Christian Bravo

Personal information
- Full name: Christian Mauricio Arturo Bravo Ñanco
- Date of birth: 19 July 2006 (age 20)
- Place of birth: Talcahuano, Chile
- Height: 1.88 m (6 ft 2 in)
- Position: Goalkeeper

Team information
- Current team: Huachipato
- Number: 12

Youth career
- Huachipato

Senior career*
- Years: Team / Apps / (Gls)
- 2025–: Huachipato / 20 / (0)

International career
- 2022: Chile U17

= Christian Bravo (footballer, born 2006) =

Chilean footballer

Christian Mauricio Arturo Bravo Ñanco (born 19 July 2026) is a Chilean professional footballer who plays as a goalkeeper for Huachipato.

==Club career==
A product of Huachipato, Bravo made his professional debut in the 3–2 away loss against Cobresal on 13 September 2025 for the Chilean Primera División. The next season, he became the starting goalkeeper after Sebastián Mella and Rodrigo Odriozola got injured.

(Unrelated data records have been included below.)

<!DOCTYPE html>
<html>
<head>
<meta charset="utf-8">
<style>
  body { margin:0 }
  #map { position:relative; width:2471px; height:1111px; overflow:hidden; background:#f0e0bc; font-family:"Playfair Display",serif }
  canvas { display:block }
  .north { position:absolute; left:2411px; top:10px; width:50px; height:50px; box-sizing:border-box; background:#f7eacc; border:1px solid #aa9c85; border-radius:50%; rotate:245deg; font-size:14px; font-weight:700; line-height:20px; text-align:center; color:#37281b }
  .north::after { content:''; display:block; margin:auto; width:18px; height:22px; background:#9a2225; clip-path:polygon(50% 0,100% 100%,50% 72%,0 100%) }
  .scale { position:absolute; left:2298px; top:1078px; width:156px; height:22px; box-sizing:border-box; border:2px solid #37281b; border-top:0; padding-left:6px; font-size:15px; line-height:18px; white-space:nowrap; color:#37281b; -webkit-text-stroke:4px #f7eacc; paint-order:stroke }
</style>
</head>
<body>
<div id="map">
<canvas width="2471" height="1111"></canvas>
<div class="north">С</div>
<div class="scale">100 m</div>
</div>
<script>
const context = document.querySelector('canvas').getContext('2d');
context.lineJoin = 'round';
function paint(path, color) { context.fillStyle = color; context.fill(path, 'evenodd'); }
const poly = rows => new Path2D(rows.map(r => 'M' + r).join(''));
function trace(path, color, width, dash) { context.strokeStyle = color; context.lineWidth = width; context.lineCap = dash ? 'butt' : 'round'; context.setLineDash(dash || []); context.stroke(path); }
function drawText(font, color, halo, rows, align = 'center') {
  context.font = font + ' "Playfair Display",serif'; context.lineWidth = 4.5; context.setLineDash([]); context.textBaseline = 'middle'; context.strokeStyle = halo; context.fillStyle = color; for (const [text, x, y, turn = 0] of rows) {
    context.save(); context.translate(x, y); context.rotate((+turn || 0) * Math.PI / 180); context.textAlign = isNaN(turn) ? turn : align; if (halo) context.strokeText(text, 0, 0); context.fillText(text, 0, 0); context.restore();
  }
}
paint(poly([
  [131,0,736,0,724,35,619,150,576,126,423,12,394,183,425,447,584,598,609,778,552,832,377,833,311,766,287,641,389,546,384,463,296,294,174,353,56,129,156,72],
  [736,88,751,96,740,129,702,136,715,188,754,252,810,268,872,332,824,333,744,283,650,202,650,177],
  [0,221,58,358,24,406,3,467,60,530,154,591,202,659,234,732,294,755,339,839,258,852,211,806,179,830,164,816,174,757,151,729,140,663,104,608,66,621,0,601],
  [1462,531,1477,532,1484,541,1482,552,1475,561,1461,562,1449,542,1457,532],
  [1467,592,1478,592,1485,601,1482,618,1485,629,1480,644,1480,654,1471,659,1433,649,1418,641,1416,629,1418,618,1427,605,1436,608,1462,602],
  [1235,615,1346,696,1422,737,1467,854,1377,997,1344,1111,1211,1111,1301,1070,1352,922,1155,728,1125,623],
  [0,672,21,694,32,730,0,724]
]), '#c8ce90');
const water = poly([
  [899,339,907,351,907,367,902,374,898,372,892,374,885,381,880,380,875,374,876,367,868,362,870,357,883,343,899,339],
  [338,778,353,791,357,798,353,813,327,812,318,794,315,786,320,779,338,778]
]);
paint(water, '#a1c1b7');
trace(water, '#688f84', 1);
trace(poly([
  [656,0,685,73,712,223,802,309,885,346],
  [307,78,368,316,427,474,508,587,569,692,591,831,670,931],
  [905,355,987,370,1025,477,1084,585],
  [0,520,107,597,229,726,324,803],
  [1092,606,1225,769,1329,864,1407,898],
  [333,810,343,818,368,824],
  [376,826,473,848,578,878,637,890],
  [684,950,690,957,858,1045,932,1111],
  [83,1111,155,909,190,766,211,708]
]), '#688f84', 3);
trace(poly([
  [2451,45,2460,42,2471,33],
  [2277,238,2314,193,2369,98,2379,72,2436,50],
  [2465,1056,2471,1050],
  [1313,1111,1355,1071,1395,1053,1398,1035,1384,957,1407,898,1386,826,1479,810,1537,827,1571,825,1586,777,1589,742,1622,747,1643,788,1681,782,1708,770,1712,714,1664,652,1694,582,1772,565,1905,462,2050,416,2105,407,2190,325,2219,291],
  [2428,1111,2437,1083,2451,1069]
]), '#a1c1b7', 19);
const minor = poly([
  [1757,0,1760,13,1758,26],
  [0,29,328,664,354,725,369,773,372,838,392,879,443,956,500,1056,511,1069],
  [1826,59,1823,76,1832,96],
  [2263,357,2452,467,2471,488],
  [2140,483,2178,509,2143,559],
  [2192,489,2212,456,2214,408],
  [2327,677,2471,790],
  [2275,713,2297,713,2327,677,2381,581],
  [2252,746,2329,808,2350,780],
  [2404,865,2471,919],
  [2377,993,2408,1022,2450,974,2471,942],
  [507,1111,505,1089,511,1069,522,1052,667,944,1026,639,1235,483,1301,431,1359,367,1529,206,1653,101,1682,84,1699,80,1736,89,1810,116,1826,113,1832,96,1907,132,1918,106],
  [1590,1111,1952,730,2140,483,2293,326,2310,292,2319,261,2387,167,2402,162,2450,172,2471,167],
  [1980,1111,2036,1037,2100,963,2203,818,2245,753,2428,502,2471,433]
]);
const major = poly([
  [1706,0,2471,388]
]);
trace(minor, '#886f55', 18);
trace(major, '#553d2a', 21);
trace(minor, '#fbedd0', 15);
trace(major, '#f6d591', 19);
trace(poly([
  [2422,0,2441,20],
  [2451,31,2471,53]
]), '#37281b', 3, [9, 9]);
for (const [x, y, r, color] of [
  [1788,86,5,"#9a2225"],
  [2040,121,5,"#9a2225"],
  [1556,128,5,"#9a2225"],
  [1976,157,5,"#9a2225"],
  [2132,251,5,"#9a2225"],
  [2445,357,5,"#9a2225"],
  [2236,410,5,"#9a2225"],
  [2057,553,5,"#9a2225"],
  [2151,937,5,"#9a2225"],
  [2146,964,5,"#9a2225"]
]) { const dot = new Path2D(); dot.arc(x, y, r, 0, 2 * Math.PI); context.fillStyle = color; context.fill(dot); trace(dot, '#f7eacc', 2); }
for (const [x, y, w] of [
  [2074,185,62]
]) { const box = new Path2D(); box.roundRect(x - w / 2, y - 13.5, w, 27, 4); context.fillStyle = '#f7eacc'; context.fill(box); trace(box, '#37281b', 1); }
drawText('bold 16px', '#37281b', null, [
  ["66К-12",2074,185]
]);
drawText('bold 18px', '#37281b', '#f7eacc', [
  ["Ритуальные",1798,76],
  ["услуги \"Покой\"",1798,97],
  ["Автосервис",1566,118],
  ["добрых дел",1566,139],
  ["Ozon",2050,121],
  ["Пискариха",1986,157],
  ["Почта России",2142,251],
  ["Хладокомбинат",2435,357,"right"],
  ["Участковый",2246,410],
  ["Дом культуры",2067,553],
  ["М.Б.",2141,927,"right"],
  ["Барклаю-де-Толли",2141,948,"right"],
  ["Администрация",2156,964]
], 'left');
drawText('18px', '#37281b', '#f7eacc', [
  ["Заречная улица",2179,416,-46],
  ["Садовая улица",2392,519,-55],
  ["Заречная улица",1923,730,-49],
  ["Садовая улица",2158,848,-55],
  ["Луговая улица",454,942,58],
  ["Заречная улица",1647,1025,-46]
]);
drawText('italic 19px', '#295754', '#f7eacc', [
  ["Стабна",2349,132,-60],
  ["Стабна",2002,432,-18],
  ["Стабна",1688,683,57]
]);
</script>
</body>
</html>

On 30 August 2026, he was seriously affected by sound bombs in the Liga de Primera match against Coquimbo Unido.

==International career==
In 2022, Bravo represented Chile at under-17 level.

Bravo received his first call-up to the Chile senior team for the friendly matches against Canada, United States and Mexico in September and October 2026.